|Woman with Umbrella (M.A. Reilly 2012)|
I have been deep cleaning. Setting to rights this house. The laundry is nearly done. The closets organized. Windows still need to be cleaned. Dust eradicated (for this moment). Furniture polished. I have bundled up and delivered bags of clothing and I want you to know that there's a certain satisfaction in cleaning. And yet, in sweeping so much away, what remains is more noticeable: a hole too deep and raw right now to fill.
My son talked with me last week about resettling in Europe, about investigating taking a gap year, trying his hand at professional e-games (he's ranked professional at this point), and delaying college. As I listened I was well aware that my sense of loss heightened, my unease grew. How wonderful it would be to discuss all of this with Rob. He and I anticipated Devon's leaving and there was solace in knowing that my husband would ache as much as me when our son moved on as he will do. Nonetheless, we would have had one another as we made that transition. We had hoped to semi-retire. Travel. Be.

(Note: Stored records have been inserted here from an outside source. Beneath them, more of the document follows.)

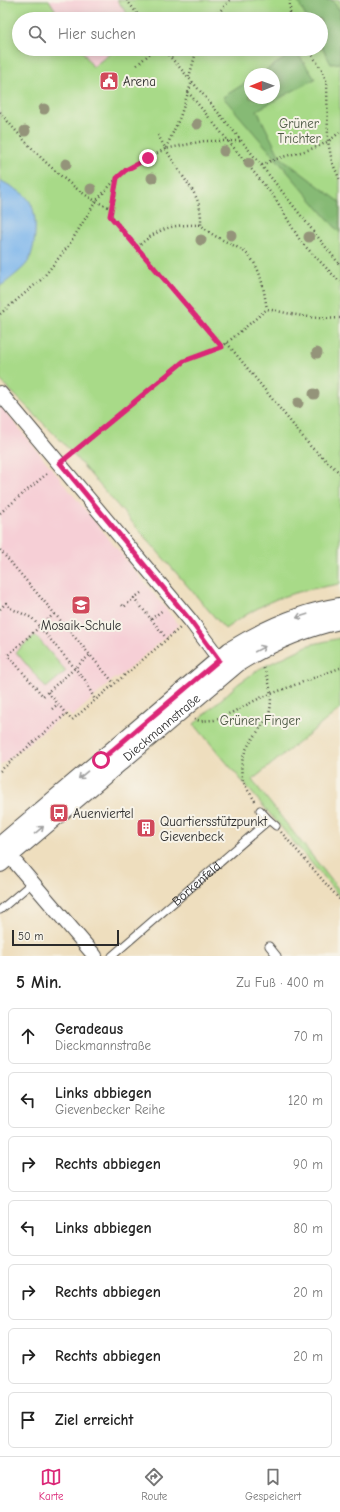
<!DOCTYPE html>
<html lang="de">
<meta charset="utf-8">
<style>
:root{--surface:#fff;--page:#f6f6f6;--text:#222;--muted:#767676;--line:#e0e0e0;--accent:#db2777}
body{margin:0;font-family:"Comic Neue",sans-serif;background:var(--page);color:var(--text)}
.compass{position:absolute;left:244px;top:68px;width:36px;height:36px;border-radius:50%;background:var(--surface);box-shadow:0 2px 10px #0003;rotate:269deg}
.scale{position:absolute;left:12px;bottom:10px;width:107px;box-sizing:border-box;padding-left:4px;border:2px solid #2b2b2b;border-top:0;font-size:11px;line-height:14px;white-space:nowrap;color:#2b2b2b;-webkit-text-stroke:3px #f7f3e8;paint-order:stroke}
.stop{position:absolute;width:12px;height:12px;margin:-9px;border:3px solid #db2777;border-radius:50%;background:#fff}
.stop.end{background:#db2777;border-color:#fff;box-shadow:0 1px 4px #0008}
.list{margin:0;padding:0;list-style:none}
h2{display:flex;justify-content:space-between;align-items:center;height:52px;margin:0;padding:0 16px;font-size:17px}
h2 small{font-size:13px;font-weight:400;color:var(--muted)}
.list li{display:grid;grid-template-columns:26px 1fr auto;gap:12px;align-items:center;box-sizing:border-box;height:56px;margin:0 8px 8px;padding:0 8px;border:1px solid var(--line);border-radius:6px}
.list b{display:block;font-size:15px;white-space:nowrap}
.list p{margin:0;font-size:13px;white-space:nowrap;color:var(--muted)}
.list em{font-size:13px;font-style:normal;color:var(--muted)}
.icon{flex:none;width:22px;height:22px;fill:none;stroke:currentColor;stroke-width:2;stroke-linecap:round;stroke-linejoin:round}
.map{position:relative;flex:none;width:340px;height:956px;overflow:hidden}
.search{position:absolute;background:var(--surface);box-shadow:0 2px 10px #0003;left:12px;right:12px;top:12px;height:44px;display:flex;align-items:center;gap:10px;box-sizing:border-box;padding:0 14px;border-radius:22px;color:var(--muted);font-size:15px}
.sheet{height:500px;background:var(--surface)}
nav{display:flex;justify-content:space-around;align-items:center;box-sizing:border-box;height:56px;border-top:1px solid var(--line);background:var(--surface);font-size:11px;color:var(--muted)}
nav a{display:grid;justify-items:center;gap:2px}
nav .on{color:var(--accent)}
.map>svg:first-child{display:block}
.built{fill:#f6cfd6}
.green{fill:#a8da88;stroke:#6a825a;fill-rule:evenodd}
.forest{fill:#86ba74;stroke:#587250}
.water{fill:#7cb5ec;stroke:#54708c}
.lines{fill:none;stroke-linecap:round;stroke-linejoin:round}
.service-casing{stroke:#484641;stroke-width:9}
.minor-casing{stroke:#484641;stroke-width:16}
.tertiary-casing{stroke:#484641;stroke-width:20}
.path{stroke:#484641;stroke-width:2.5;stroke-dasharray:1 3;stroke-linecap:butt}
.service{stroke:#fff;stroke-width:7}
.minor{stroke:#fff;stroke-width:14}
.tertiary{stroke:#fff;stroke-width:18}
.tree{fill:#94947a}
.oneway{stroke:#a0a0a0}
.route{stroke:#db2777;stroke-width:5}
.labels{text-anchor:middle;stroke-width:4;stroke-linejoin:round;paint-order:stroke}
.poi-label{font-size:13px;fill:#2b2b2b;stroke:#f7f3e8;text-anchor:start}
.park-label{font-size:13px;fill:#4a5742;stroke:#f7f3e8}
.street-label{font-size:13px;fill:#2b2b2b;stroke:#f7f3e8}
</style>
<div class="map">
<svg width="340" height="956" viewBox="0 0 340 956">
<rect width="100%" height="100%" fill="#f7f3e8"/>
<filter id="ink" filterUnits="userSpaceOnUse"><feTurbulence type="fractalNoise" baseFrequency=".025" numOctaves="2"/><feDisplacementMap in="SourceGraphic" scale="8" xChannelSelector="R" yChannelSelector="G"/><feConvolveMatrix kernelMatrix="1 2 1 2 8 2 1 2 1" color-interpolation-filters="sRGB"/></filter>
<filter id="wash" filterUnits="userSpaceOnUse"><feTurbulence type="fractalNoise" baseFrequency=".012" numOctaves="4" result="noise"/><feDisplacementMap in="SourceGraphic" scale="16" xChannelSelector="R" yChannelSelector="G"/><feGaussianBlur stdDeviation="0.9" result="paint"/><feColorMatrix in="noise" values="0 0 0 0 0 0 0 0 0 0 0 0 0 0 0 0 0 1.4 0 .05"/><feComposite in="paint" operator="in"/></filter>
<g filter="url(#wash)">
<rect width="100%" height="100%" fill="#eedebe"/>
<g class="built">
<polygon points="49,0 117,0 131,19 61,19"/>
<polygon points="81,49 116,49 93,67"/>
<polygon points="0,405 179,625 117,679 115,678 72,717 67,712 0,766"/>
</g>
<g class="green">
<path d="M0,0h49l12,19h-42v30h62l12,18 23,-18h205v-30h-190l-14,-19h223v584c-18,3 -37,6 -55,12 -20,6 -43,21 -60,33l-161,-185 -64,-64zM250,74h24v24h-24z"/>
<polygon points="35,635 66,671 46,688 16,652"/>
<polygon points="340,638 340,709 252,780 340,891 340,897 194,724 238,684 259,669 309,645"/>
</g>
<g class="forest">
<polygon points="297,0 332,0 340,11 340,63 331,64 321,45 321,19 307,19"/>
<polygon points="296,51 315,79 257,110 280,157 340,202 340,233 223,97 250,80 250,98 274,98 274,74 260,74"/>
</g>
<path class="water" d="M0,180c8,5 23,12 28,19 11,13 8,47 1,61 -3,7 -18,18 -24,23l-5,3z"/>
</g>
<g filter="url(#ink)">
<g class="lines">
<defs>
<g id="service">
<polyline points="269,820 276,826"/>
<polyline points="0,910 33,882"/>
<polyline points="269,946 277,956"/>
<path id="s1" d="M112,956l157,-136 -9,-10"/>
</g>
<g id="minor">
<polyline points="0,393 190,620 226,668"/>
<polyline points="3,848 95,956"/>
</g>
<g id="tertiary">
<path d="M0,846l230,-195c34,-21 71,-38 110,-44"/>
<path id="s2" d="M0,863l237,-200c32,-20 66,-35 103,-43"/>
</g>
</defs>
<use href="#service" class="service-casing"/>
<use href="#minor" class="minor-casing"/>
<use href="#tertiary" class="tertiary-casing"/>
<g class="path">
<polyline points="127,0 141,19"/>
<polyline points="290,0 290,15 292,19"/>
<polyline points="213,19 230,0"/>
<path d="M163,49c63,69 119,143 177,216"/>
<polyline points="308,49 322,70 327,83 328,141 332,162 340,180"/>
<polyline points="137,65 155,49"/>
<polyline points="189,77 197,49"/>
<polyline points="188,92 275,198 301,242 340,282"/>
<path d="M0,112c23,29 76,86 112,96"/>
<path d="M158,135c7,13 14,25 22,37 13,19 22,29 21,53"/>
<polyline points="166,148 180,117 192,81"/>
<path d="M262,165c21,-11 46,-12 65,-23 5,-3 9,-7 13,-10"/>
<polyline points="117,179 111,216 222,347"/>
<path d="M137,247c22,-19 35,-23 64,-22 13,13 24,15 39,24 21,12 23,38 27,60"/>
<polyline points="0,314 42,279 69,245 96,201 117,178 126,170 165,149 204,141 242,141"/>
<polyline points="227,343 311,447 340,473"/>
<path d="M70,455l114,-94 38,-14 45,-38c25,5 48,11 73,9"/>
<polyline points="0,513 49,472"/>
<polyline points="0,550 114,683"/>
<polyline points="141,593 134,598 167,639"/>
<polyline points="122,605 124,607 134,598"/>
<polyline points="0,609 6,603 10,608 32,618 85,680 95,700"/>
<polyline points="54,614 8,655 43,696 90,655"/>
<polyline points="151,619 163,610"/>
<polyline points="48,692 58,704"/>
<polyline points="52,709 58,704 66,714"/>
<polyline points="194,719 200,721 214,720 233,712 260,698 340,668"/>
<polyline points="0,771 66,714 72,720 180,628"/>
<path d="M255,801c-4,-7 -12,-16 -13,-24 -4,-28 14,-39 26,-61 6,-12 2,-40 -6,-50"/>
<polyline points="281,832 340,900"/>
</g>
<use href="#service" class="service"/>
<use href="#minor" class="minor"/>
<use href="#tertiary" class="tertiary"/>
</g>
<g class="tree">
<circle cx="44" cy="109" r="5.5"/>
<circle cx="197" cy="124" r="5.5"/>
<circle cx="25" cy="131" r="5.5"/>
<circle cx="224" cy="151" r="5.5"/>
<circle cx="249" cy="163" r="5.5"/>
<circle cx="66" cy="164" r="5.5"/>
<circle cx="152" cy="178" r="5.5"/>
<circle cx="91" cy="189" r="5.5"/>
<circle cx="231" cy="235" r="5.5"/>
<circle cx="309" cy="237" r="5.5"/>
<circle cx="201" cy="240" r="5.5"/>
<circle cx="317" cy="353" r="5.5"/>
<circle cx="314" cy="394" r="5.5"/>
<circle cx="298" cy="403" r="5.5"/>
</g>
<defs><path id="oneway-shaft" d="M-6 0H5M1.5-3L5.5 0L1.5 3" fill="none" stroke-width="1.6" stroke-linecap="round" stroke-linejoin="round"/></defs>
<g class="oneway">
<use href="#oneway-shaft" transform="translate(302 616) rotate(162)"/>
<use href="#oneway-shaft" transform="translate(260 649) rotate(-28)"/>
<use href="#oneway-shaft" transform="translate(83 775) rotate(140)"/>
<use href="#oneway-shaft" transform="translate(39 830) rotate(-40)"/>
</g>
</g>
<g class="lines" filter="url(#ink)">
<polyline class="route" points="101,760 219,660 190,620 60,463 184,361 222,347 110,216 117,178 126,170 148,158"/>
</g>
<defs>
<symbol id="civic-square" viewBox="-11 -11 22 22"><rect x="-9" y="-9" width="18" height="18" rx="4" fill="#d1495b" stroke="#f7f3e8"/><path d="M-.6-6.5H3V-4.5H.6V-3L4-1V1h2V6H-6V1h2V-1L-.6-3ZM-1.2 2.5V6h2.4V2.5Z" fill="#fff"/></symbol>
<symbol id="school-square" viewBox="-11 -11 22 22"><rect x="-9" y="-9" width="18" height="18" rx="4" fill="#d1495b" stroke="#f7f3e8"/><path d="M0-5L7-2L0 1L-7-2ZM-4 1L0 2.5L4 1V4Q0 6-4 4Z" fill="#fff"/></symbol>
<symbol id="bus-square" viewBox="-11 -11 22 22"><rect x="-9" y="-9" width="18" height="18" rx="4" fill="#d1495b" stroke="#f7f3e8"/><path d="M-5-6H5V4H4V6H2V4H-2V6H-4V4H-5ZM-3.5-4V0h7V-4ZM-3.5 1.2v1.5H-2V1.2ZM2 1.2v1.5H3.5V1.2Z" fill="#fff"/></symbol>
<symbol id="building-square" viewBox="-11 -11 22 22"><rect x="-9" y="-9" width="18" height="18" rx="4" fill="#d1495b" stroke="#f7f3e8"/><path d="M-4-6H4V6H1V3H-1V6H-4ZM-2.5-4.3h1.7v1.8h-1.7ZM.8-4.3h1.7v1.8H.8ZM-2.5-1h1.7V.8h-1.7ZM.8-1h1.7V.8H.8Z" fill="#fff"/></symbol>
</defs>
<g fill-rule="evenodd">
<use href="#civic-square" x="98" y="70" width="22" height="22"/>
<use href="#school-square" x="70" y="594" width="22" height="22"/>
<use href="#bus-square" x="48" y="802" width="22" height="22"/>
<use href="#building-square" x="135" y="817" width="22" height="22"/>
</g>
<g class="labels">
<g class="poi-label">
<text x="123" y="86">Arena</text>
<text x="81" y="630" text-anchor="middle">Mosaik-Schule</text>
<text x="73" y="818">Auenviertel</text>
<text x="160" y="826">Quartiersstützpunkt<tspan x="160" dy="15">Gievenbeck</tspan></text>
</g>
<g class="park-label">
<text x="299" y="128">Grüner<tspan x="299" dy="15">Trichter</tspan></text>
<text x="260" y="725">Grüner Finger</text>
</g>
<g class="street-label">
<text dy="5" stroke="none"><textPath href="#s2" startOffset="211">Dieckmannstraße</textPath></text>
<text dy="5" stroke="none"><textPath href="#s1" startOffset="111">Borkenfeld</textPath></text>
</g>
</g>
</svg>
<svg class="compass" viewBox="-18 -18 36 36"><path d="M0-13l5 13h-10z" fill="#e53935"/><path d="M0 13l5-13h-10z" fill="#767676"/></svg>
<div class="scale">50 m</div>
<div class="stop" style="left:101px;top:760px"></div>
<div class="stop end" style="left:148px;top:158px"></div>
<div class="search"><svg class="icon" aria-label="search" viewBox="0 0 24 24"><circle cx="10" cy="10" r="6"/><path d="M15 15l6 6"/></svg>Hier suchen</div>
</div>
<section class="sheet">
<h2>5 Min.<small>Zu Fuß · 400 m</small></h2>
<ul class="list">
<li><svg class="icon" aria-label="ahead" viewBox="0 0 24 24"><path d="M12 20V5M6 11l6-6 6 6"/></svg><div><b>Geradeaus</b><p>Dieckmannstraße</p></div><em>70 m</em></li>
<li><svg class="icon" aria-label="left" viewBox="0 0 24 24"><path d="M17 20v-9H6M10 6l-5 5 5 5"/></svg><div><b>Links abbiegen</b><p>Gievenbecker Reihe</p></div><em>120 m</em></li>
<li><svg class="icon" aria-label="right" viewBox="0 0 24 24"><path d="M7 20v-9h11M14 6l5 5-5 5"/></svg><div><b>Rechts abbiegen</b></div><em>90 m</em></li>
<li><svg class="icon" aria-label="left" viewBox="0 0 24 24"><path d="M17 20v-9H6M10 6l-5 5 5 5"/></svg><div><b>Links abbiegen</b></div><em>80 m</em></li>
<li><svg class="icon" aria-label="right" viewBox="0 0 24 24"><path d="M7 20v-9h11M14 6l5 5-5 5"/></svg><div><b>Rechts abbiegen</b></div><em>20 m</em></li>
<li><svg class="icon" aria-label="right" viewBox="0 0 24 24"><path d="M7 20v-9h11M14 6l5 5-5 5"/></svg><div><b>Rechts abbiegen</b></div><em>20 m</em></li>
<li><svg class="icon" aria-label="arrive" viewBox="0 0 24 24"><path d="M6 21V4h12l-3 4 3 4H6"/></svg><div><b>Ziel erreicht</b></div></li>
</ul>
</section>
<nav>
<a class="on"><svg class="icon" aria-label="map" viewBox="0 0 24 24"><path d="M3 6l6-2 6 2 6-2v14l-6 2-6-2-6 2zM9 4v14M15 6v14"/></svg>Karte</a>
<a><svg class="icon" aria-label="directions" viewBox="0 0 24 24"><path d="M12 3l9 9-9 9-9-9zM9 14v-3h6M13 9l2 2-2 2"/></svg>Route</a>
<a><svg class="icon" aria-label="saved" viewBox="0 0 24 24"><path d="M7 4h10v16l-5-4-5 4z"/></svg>Gespeichert</a>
</nav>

What do you think your dad would say? I ask Devon.
He'd listen. I think he'd understand wanting to live in Europe, but I don't think he would move. He was American.
With Rob's death, the responsibility to shepard this lovely, young man rests on my shoulders. I want our son to be adventuresome and risk and yet after the last 20 months, I find myself more tentative, less brave in some fundamental ways.
Life, I want to remind myself, is best lived fully, brilliantly. I have been resettling this week and have room to hold that in mind.